#### Exercise instructions:
Look through the entries for the string "Weald", and copy each line that holds it.

+++ Data section

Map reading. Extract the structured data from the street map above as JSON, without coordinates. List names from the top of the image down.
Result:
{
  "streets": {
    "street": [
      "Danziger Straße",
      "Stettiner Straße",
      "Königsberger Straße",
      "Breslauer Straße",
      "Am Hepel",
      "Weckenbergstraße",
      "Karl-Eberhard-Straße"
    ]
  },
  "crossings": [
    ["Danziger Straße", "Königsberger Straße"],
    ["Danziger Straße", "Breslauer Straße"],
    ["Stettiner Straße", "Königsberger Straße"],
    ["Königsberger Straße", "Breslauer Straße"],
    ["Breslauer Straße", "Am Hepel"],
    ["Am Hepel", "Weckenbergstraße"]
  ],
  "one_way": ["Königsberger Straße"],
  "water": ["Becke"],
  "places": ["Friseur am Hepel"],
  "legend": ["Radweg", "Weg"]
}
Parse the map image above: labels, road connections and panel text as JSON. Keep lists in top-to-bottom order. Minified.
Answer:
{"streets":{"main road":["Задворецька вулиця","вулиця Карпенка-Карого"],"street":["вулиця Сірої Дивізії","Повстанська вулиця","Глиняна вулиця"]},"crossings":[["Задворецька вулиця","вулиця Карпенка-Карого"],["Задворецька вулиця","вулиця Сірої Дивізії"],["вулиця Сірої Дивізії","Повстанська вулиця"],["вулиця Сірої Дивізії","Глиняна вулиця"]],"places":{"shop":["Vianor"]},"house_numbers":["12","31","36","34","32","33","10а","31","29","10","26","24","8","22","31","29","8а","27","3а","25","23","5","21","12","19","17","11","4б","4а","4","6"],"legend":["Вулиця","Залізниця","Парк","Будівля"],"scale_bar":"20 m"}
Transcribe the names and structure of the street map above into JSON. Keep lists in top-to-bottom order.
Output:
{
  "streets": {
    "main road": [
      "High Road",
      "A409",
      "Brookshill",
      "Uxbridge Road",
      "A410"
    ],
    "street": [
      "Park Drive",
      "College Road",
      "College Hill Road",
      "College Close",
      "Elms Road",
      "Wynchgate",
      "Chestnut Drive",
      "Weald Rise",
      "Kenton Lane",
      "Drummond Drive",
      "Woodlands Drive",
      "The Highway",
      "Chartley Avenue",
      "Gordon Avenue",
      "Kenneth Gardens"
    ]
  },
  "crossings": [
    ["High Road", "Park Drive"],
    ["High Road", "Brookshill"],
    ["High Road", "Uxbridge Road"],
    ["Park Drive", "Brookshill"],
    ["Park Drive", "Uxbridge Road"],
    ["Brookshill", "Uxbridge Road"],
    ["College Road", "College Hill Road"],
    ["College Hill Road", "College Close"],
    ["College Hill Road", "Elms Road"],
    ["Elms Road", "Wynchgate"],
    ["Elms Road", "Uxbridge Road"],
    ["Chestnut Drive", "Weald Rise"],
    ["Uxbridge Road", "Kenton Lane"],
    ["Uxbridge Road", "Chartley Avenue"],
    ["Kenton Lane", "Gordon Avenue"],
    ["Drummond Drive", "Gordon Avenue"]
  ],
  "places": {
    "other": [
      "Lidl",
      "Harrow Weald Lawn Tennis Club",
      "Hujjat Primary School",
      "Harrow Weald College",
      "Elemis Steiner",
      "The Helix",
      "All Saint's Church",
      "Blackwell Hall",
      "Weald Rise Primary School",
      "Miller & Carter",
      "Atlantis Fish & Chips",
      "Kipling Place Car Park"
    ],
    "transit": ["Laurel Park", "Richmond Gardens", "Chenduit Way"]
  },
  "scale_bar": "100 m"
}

++++++

#### Output for this exercise:
      "Weald Rise",
    ["Chestnut Drive", "Weald Rise"],
      "Harrow Weald Lawn Tennis Club",
      "Harrow Weald College",
      "Weald Rise Primary School",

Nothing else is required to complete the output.